The National Chairman of the APC, Senator Adamu Abdullahi, had on Friday in Abuja said the party had yet to zone the 2023 presidency.
But Akeredolu, in the statement he personally signed and made available to one of our correspondents by his Chief Press Secretary, Mr Richard Olatunde, on Tuesday, insisted that the presidential ticket must be zoned to the south.
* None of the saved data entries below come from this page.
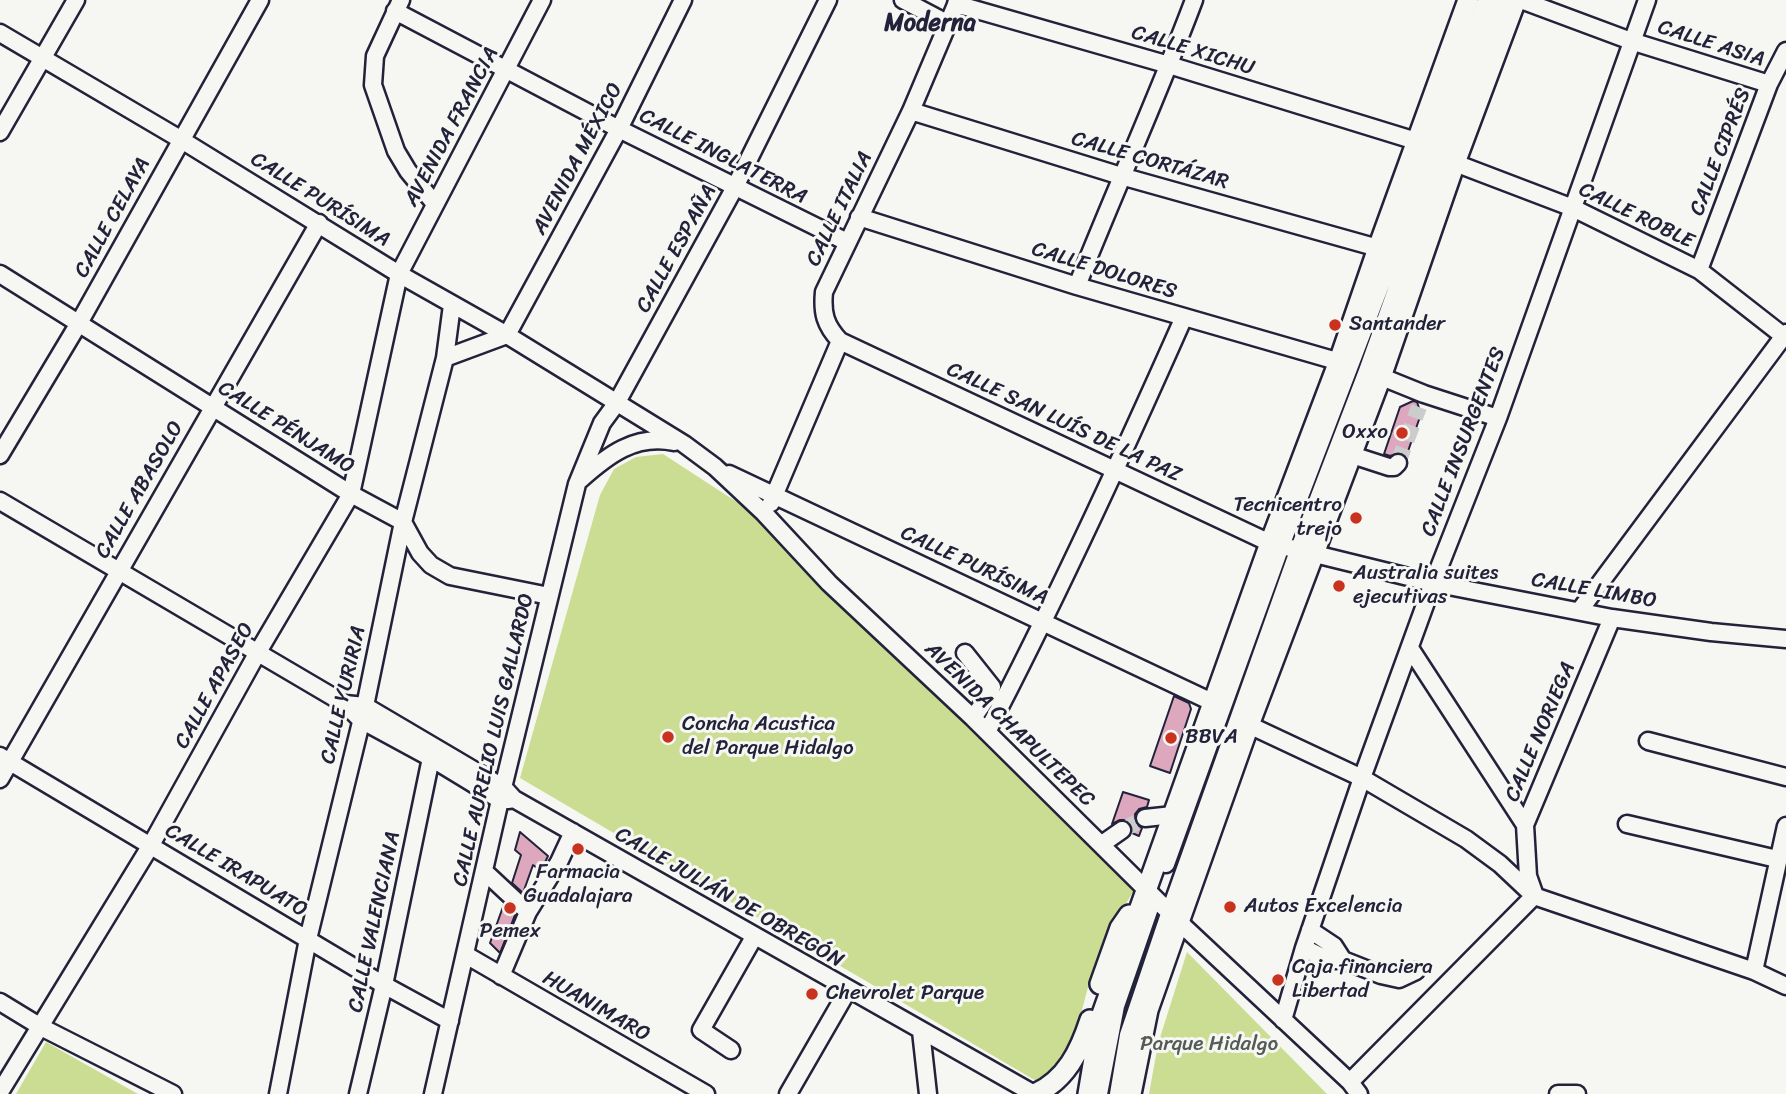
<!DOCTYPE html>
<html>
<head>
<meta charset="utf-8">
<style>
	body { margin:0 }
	canvas { display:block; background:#f6f6f2 }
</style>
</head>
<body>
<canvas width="1786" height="1094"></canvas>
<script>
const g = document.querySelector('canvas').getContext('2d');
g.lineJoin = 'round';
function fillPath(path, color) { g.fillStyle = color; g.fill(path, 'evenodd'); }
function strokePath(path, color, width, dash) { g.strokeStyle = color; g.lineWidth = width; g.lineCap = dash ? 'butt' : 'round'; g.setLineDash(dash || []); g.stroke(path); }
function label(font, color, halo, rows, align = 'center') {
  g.font = font + ' Sriracha,sans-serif'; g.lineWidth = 6; g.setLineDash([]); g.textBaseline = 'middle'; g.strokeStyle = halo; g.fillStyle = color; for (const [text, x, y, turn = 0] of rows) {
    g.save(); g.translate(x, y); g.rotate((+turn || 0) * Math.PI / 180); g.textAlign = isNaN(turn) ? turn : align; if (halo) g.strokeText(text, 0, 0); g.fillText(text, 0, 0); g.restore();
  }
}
fillPath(new Path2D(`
	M663,454l83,54 83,75 306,306c-14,23 -31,47 -39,72 -17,48 -15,88 -58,121l-518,-304 80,-283 14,-26 22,-12z
	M1187,952l140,142h-178l9,-50z
	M46,1042l92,52h-122z`), '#cadd92');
const building = new Path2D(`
	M1413,401l4,1 4,12 -15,43 -6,-4 -10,3 -6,-2 16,-47z
	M1174,696l15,7 2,6 -21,64 -20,-7z
	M1123,792l26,8 -2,7 -8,2 -4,5 1,10 6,4 -3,8 -7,-3 -1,-8 -5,-5h-6l-8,4z
	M520,832l28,24 -7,15 -8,-6 -10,28 -11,-10 9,-28 -6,-5z
	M504,904l11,11 -15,38 -10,-10z`);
fillPath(building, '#dda7be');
strokePath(building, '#22223b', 2);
strokePath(new Path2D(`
	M1398,463l21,-56
	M1122,830l23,-12`), '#cccccd', 16, [16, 8]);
const minor = new Path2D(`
	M401,0l-26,56 -2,29 23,66 12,20 27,33
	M903,0l44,23
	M958,0l-47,111 -87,181c-2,21 1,33 16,49l430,202 163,40 179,35 99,14 75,7
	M1521,0l110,41 138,43
	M956,4l213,61 247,76
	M395,11l224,118 228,113
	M0,33l180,106 219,135 108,61 177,109 31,23 49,46 65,70 144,135 206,204 171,160 9,12
	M911,111l210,65 257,72
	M0,132l76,-132
	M1455,163l118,45 126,62 87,68
	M859,217l218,69 270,78
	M1699,270l70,-186 17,-33
	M0,274l351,220 52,28 17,31 11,12 19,11 99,20
	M1077,286c38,-96 81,-190 117,-286
	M445,358l62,-23 112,-206 64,-129
	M1372,373l52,21 74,24
	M0,455l79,-132 181,-323
	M1352,455l37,12h5l4,-4
	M729,474l485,229
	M580,480c28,-25 55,-46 94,-38
	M0,501l345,203 16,16 70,38 69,42h9
	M771,503l69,-162
	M1580,610l206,-277
	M1410,648l115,177
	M965,653l27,34 -3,8 -16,23
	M345,704l20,2 139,82 10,11 520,295
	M1249,725l113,53 104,61 34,25 34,32 220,75 32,15
	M987,732c71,-136 135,-275 197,-415
	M1648,741l138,36
	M0,756l384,229 66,36
	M0,779l319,-556
	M1145,818l28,-3
	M1627,824l150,35
	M1102,844l20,-14
	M1166,864l115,-318 109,-285 96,-261
	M485,872l43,40
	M1534,893l-6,-17 -3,-51 87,-207
	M1304,948l24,12h15l-9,-14 -24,-16
	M466,955l240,139
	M1343,960l38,15 18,4 17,-8
	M1754,971l32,-145
	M501,976l27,-64 31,-50 14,-30
	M0,1002l41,25 132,67
	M1283,1020l21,-72 58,-170 71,-195 65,-165 149,-418
	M921,1031l7,63
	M731,1050l-30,-20 53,-93
	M1350,1082l184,-186
	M0,1092l151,-247 107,-193 93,-158 48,-220 143,-274
	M278,1094l30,-155 57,-233 38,-184 42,-164 7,-53
	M358,1094l26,-109 47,-227
	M433,1094l67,-294 77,-316 25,-61 14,-19 119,-217 93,-187
	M788,1094l60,-104
	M1099,1094l17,-88 34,-98
	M1118,1094l10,-59 42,-124 128,-360 69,-180 133,-371
	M1558,1094h19`);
const major = new Path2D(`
	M1100,984l20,-56 9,-13
	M1035,1094c31,-14 45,-43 55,-74
	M1088,1094l13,-77 169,-474 69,-182 39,-113 90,-248
	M1131,1094l17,-84 31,-88 70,-197 132,-348 74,-214 61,-163`);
strokePath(minor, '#22223b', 21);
strokePath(major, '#22223b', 24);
strokePath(minor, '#f6f6f2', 16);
strokePath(major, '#f6f6f2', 19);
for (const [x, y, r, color] of [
	[1335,325,7,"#c8321e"],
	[1402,433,7,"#c8321e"],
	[1356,518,7,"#c8321e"],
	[1339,586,7,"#c8321e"],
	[668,737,7,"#c8321e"],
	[1171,738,7,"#c8321e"],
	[578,849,7,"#c8321e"],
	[1230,907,7,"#c8321e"],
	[510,908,7,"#c8321e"],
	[1278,980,7,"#c8321e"],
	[812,994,7,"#c8321e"]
]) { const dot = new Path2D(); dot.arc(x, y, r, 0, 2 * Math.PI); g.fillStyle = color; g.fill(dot); strokePath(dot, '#f6f6f2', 2.5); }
label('21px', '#22223b', '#f6f6f2', [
	["CALLE ASIA",1711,44,18],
	["CALLE XICHU",1193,51,17],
	["AVENIDA FRANCIA",452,127,-62],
	["CALLE CIPRÉS",1721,152,-69],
	["CALLE INGLATERRA",723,157,27],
	["AVENIDA MÉXICO",578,159,-62],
	["CALLE CORTÁZAR",1150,161,16],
	["CALLE PURÍSIMA",320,200,32],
	["CALLE ITALIA",840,209,-64],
	["CALLE ROBLE",1636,216,26],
	["CALLE CELAYA",113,218,-61],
	["CALLE ESPAÑA",677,249,-61],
	["CALLE DOLORES",1104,271,17],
	["CALLE SAN LUÍS DE LA PAZ",1064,423,25],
	["CALLE PÉNJAMO",286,428,32],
	["CALLE INSURGENTES",1464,442,-69],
	["CALLE ABASOLO",140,490,-60],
	["CALLE PURÍSIMA",974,566,25],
	["CALLE LIMBO",1594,591,10],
	["CALLE APASEO",215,686,-61],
	["CALLE YURIRIA",344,695,-77],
	["AVENIDA CHAPULTEPEC",1009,725,44],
	["CALLE NORIEGA",1541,732,-67],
	["CALLE AURELIO LUIS GALLARDO",494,740,-77],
	["CALLE IRAPUATO",236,871,31],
	["CALLE JULIÁN DE OBREGÓN",729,898,30],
	["CALLE VALENCIANA",375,922,-78],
	["HUANIMARO",596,1007,30]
]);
label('21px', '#22223b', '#f6f6f2', [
	["Santander",1349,325],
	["Oxxo",1388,433,"right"],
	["Tecnicentro",1342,506,"right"],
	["trejo",1342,530,"right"],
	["Australia suites",1353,574],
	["ejecutivas",1353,598],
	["Concha Acustica",682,725],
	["del Parque Hidalgo",682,749],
	["BBVA",1185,738],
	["Farmacia",578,873,"center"],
	["Guadalajara",578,897,"center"],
	["Autos Excelencia",1244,907],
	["Pemex",510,932,"center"],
	["Caja financiera",1292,968],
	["Libertad",1292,992],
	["Chevrolet Parque",826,994]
], 'left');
label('21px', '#545a55', '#f6f6f2', [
	["Parque Hidalgo",1209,1045]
]);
label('bold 24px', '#22223b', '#f6f6f2', [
	["Moderna",930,24]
]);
</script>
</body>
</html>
He said, “The current democratic dispensation is anchored on the unwritten convention driven by a principle of equity. Political expediency dictates, more appealingly, that while adhering to the spirit and letters of the laws guiding the conduct of elections and succession to political offices, we must do nothing which is capable of tilting the delicate balance against the established arrangement which guarantees peace and promotes trust.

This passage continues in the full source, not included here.